And that conversation really solidified my desire to stay out of traditional schools, especially those operated as companies.

“There’s a rumour going around the students that you’re leaving,” he opened with after I’d finished going over the design of our yearbook. It was a strange way to start a conversation, particularly considering it’s less of a rumour and more of a true statement. I made it clear to him in the middle of the second term that I had no desire to return, that I had no desire to work for owners who saw children as nothing more than ways to pad their piggy banks, that I never wanted to work for people who were so openly corrupt and willing to lie.

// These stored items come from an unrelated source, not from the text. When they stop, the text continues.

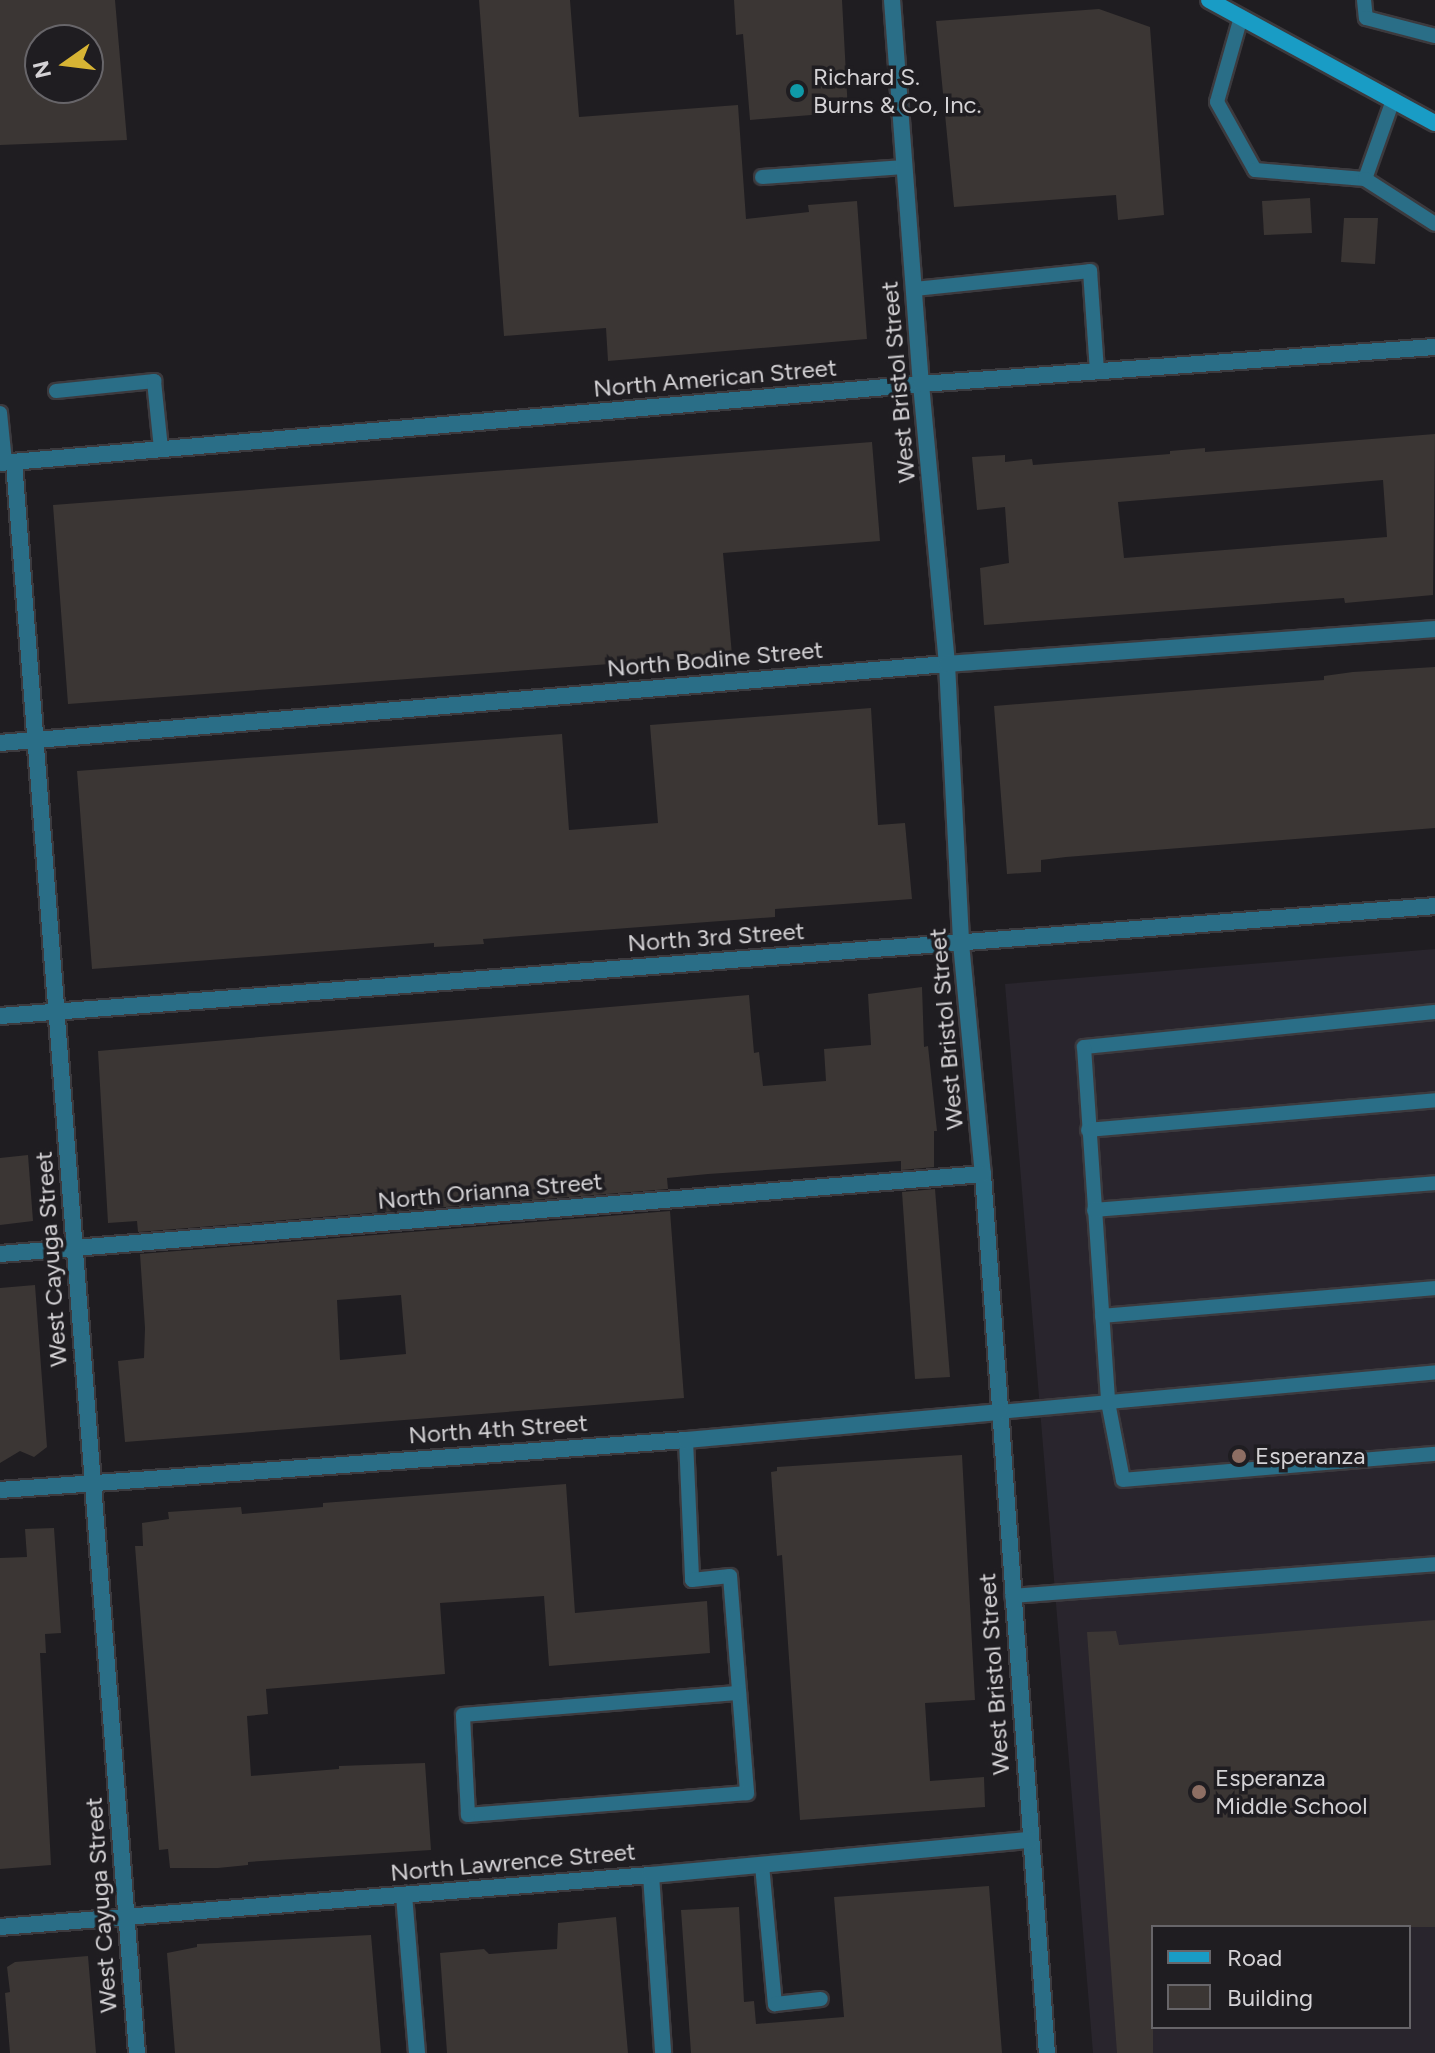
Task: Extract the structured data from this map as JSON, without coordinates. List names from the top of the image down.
{
  "streets": {
    "street": [
      "North American Street",
      "West Bristol Street",
      "North Bodine Street",
      "North 3rd Street",
      "North Orianna Street",
      "West Cayuga Street",
      "North 4th Street",
      "North Lawrence Street"
    ]
  },
  "crossings": [
    ["North American Street", "West Bristol Street"],
    ["North American Street", "West Cayuga Street"],
    ["West Bristol Street", "North Bodine Street"],
    ["West Bristol Street", "North 3rd Street"],
    ["West Bristol Street", "North Orianna Street"],
    ["West Bristol Street", "North 4th Street"],
    ["West Bristol Street", "North Lawrence Street"],
    ["North Bodine Street", "West Cayuga Street"],
    ["North 3rd Street", "West Cayuga Street"],
    ["North Orianna Street", "West Cayuga Street"],
    ["West Cayuga Street", "North 4th Street"],
    ["West Cayuga Street", "North Lawrence Street"]
  ],
  "places": ["Richard S. Burns & Co, Inc.", "Esperanza", "Esperanza Middle School"],
  "legend": ["Road", "Building"],
  "north": "left"
}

I made it quite clear that I thought our school, which had been purchased by the owners of another, was doomed from the moment the deal closed. No matter how often we were told that “it will not fundamentally change,” I genuinely believed that it would become something entirely different. I never hid that from anyone; I openly let them know that I thought, rather than keep two schools, they would merge them into one and keep the second in name only. I made it very clear that I thought the owners of the school were buying the students, as if they could simply buy human beings.

And yet I’ve been proven right on all counts.

But ever since it was announced that we were moving and the school was being purchased by new owners, I have also thought that the school would become an unhappy, unhealthy, and overwhelmingly harmful environment because that’s what it has already proved to be. The people running it will betray the trust of those who attend, providing as few answers as possible and neglecting all concerns or suggestions. It will just get worse than it already has been, and that’s a huge part of why I’m leaving.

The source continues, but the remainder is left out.